I told myself that I wouldn't start my week off as "Debbie Downer"!
Too late! There's no stopping the ball....because it's already in motion!

I received a telephone call from my father today. This is the man I admire most in all the world, that one person I would hate to disappoint and whom also has extremely high expectations for me to achieve greatness!

I love him! But today.....I really pissed him off....BIG TIME! I'm talking BIG TIME ..... like I have never done such a thing in my entire 30 years and it felt great!

He's call to me was strictly business in regards to my relationship with Mr. BIGWOOD. The word has leaked out to the parents about the dispute and they have now become involved because Mr. BIGWOOD is a big fat sissy and at 32yrs. old tells his daddy about the drama he has started....some how manages to blame me for.

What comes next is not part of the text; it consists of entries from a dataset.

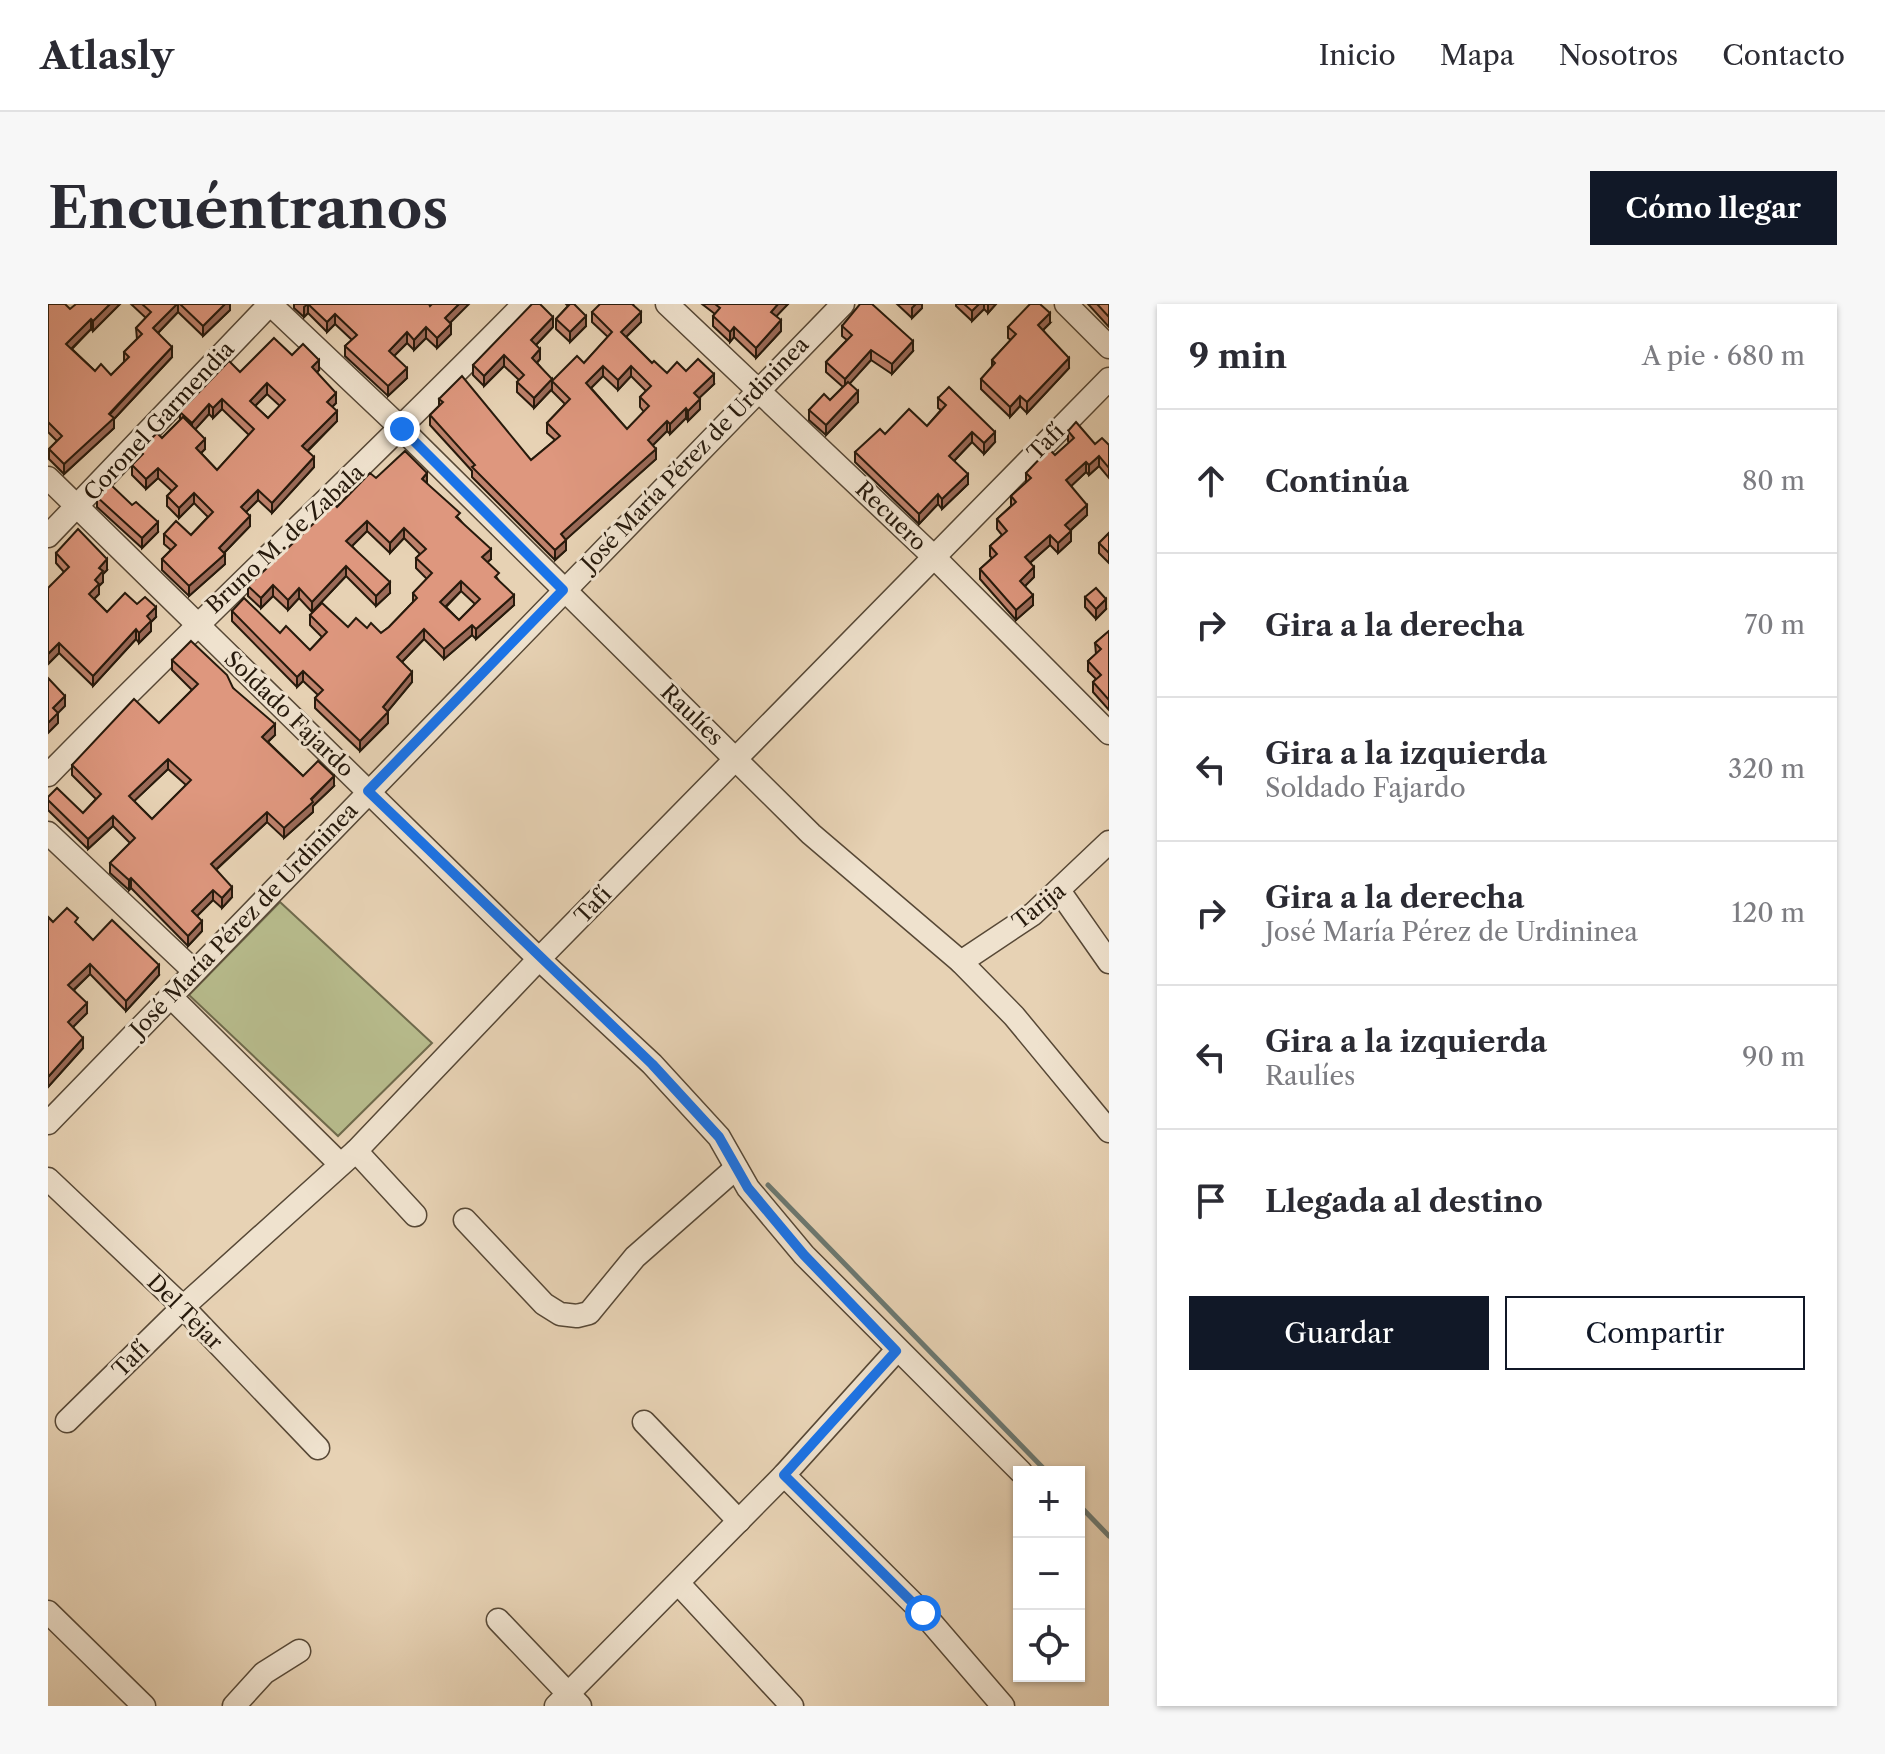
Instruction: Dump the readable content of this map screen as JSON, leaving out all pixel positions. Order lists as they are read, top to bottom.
{
  "streets": {
    "street": [
      "Coronel Garmendia",
      "Tafí",
      "José María Pérez de Urdininea",
      "Recuero",
      "Bruno M. de Zabala",
      "Soldado Fajardo",
      "Raulíes",
      "Tarija",
      "Del Tejar"
    ]
  },
  "crossings": [
    ["Coronel Garmendia", "Soldado Fajardo"],
    ["Coronel Garmendia", "Raulíes"],
    ["Tafí", "Recuero"],
    ["Tafí", "Soldado Fajardo"],
    ["Tafí", "Raulíes"],
    ["Tafí", "Del Tejar"],
    ["José María Pérez de Urdininea", "Recuero"],
    ["José María Pérez de Urdininea", "Soldado Fajardo"],
    ["José María Pérez de Urdininea", "Raulíes"],
    ["Bruno M. de Zabala", "Soldado Fajardo"],
    ["Bruno M. de Zabala", "Raulíes"],
    ["Raulíes", "Tarija"]
  ],
  "page": {
    "header": "Atlasly",
    "nav": [
      "Inicio",
      "Mapa",
      "Nosotros",
      "Contacto"
    ],
    "buttons": [
      "Cómo llegar",
      ["Guardar", "Compartir"]
    ],
    "title": "Encuéntranos",
    "heading": ["9 min", "A pie · 680 m"],
    "list": [
      ["Continúa", "80 m"],
      ["Gira a la derecha", "70 m"],
      ["Gira a la izquierda", "Soldado Fajardo", "320 m"],
      ["Gira a la derecha", "José María Pérez de Urdininea", "120 m"],
      ["Gira a la izquierda", "Raulíes", "90 m"],
      "Llegada al destino"
    ],
    "map_buttons": ["+", "−"]
  }
}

Senior BIGWOOD has taken it upon himself to end this sibling rivalry. Of course he calls Mr. BIGWOOD first to hear his side of the story, which undoubtedly was completely fabricated into what he thinks our father wanted to hear in order to side with him. I on the other hand told the truth and nothing but the truth, basically from the beginning, without hiding a single detail. I even mentioned the voice mails I have saved as audio proof...... including the one where he express his hopes of my suicide or death by any means...No Kidding!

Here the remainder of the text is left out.